Settling first at Guildford, and then in 1883 at Eastbourne, Synge gave himself up to literature. He wrote regularly for the ‘Standard.’ In 1875 he published his first novel; in 1883 he began to contribute to the ‘Saturday Review.’ He died at Eastbourne on 29 May 1891.

Synge married, on 27 Jan. 1853, Henrietta Mary, youngest daughter of Robert Dewar Wainwright, colonel in the United States army. He left four sons, one of whom is in the foreign office, and a daughter.

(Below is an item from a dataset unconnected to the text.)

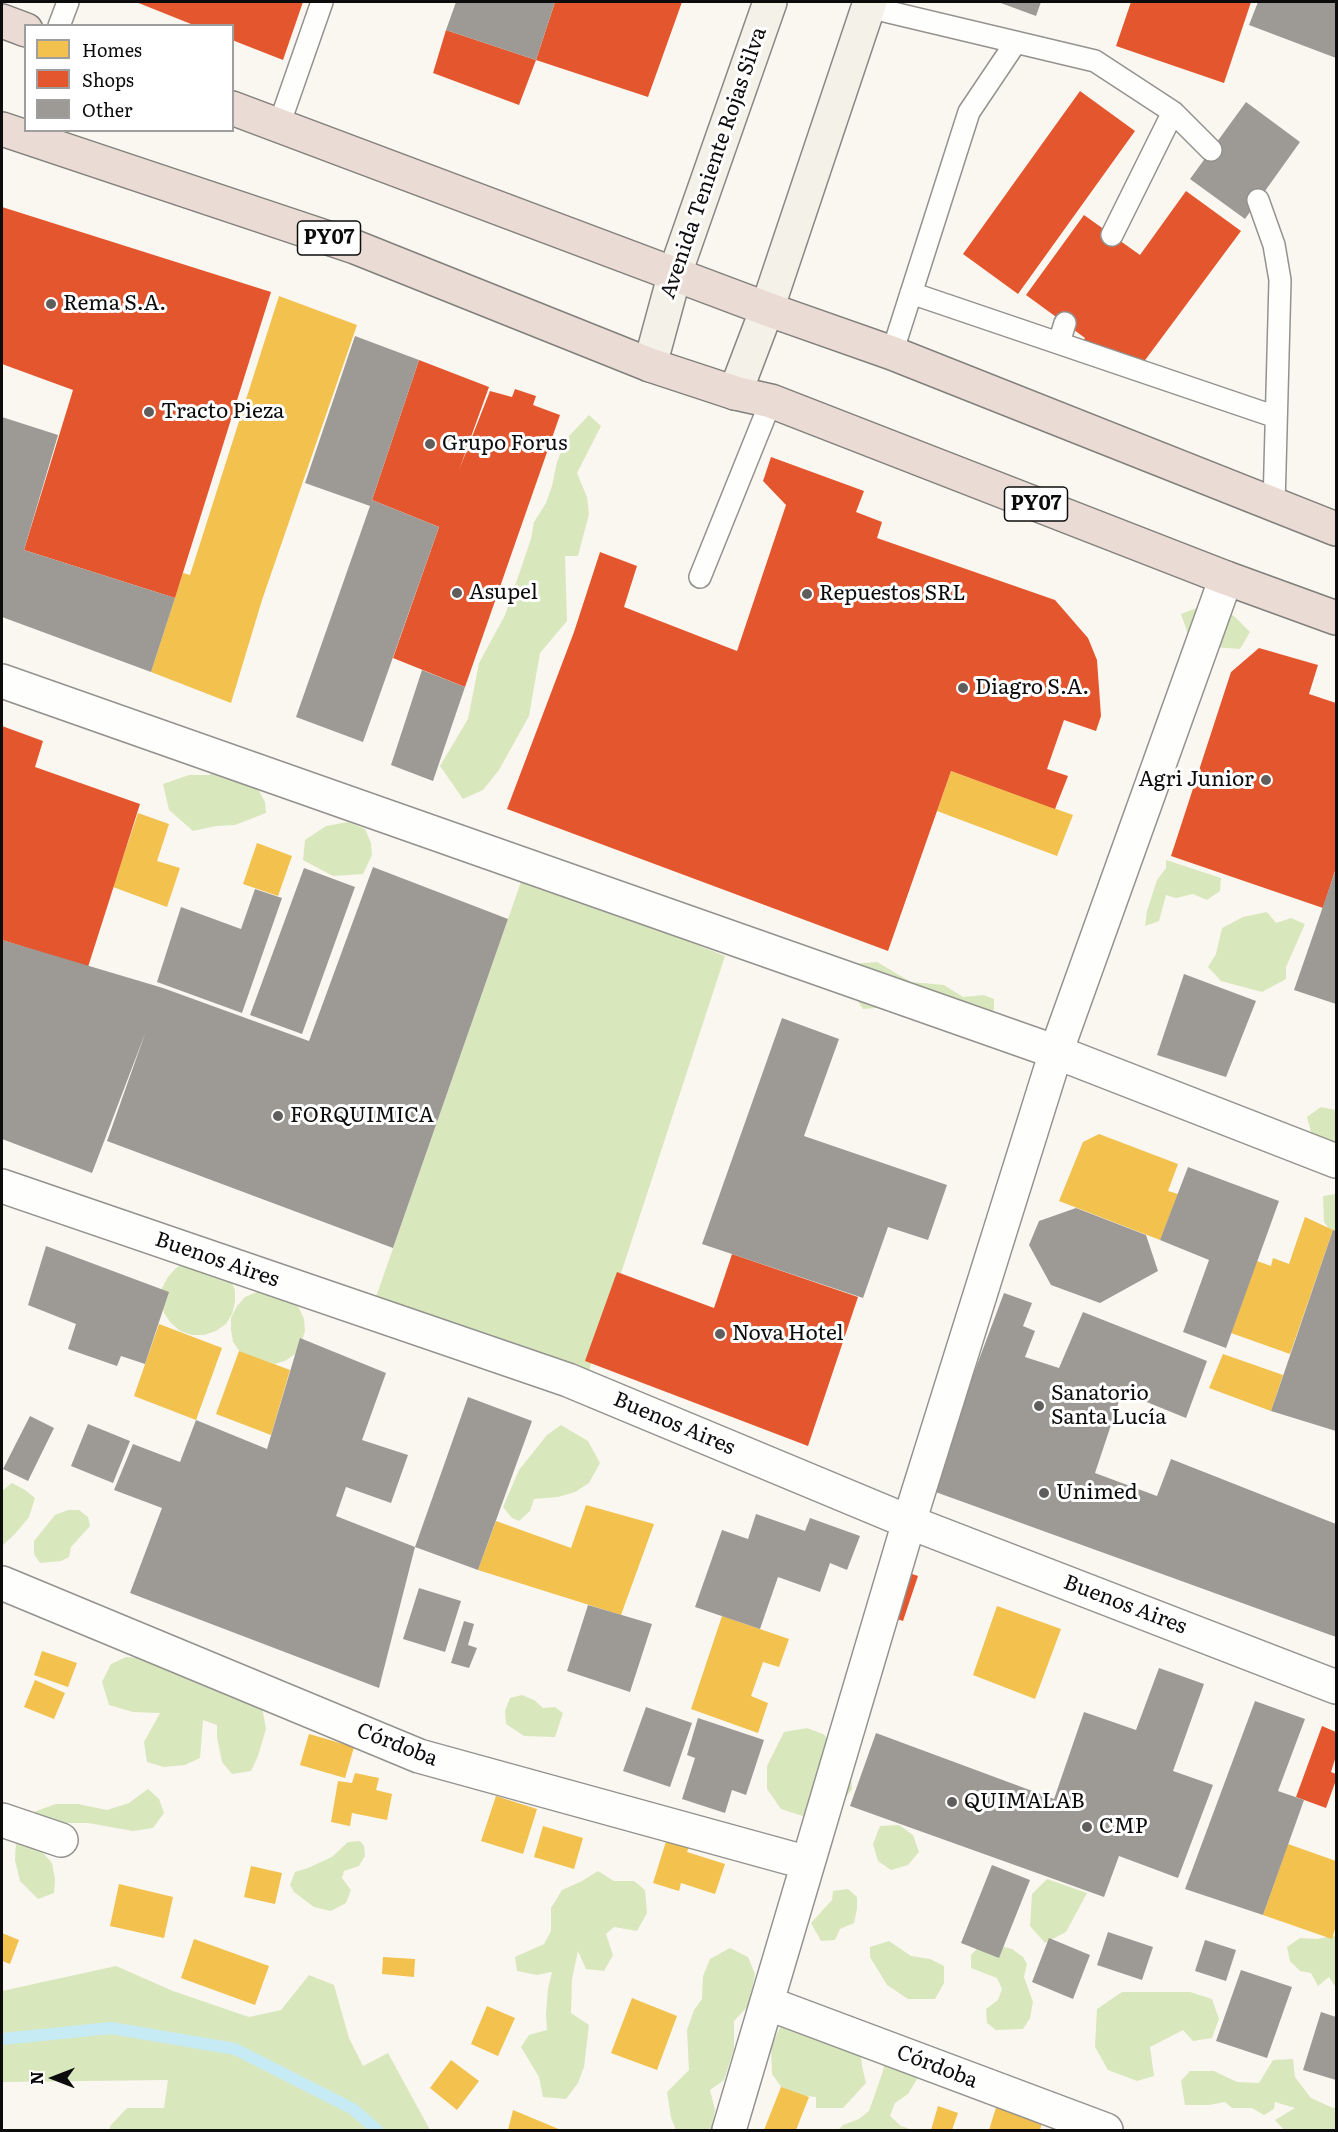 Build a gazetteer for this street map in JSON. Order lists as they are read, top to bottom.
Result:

Synge was a friend of Thackeray, and knew many of the writers of his time, both in England and America. Besides his contributions both in prose and verse to periodicals, the more noticeable of which are the poems, ‘Sursum Corda’ (Punch, November 1854) and ‘A Patriot Queen’ (Blackwood’s Mag. 1878), he published:

  1. ‘Olivia Raleigh,’ London, 1875.
  2. ‘Tom Singleton, Dragoon and Dramatist,’ 3 vols. London, 1879.
  3. ‘Bumble Bee Bogo’s Budget’ (‘Rhymes for Children’), 1888.

[Private information; Allibone’s Dict. of English Lit.; Foreign Office List, 1890.]

C. A. H.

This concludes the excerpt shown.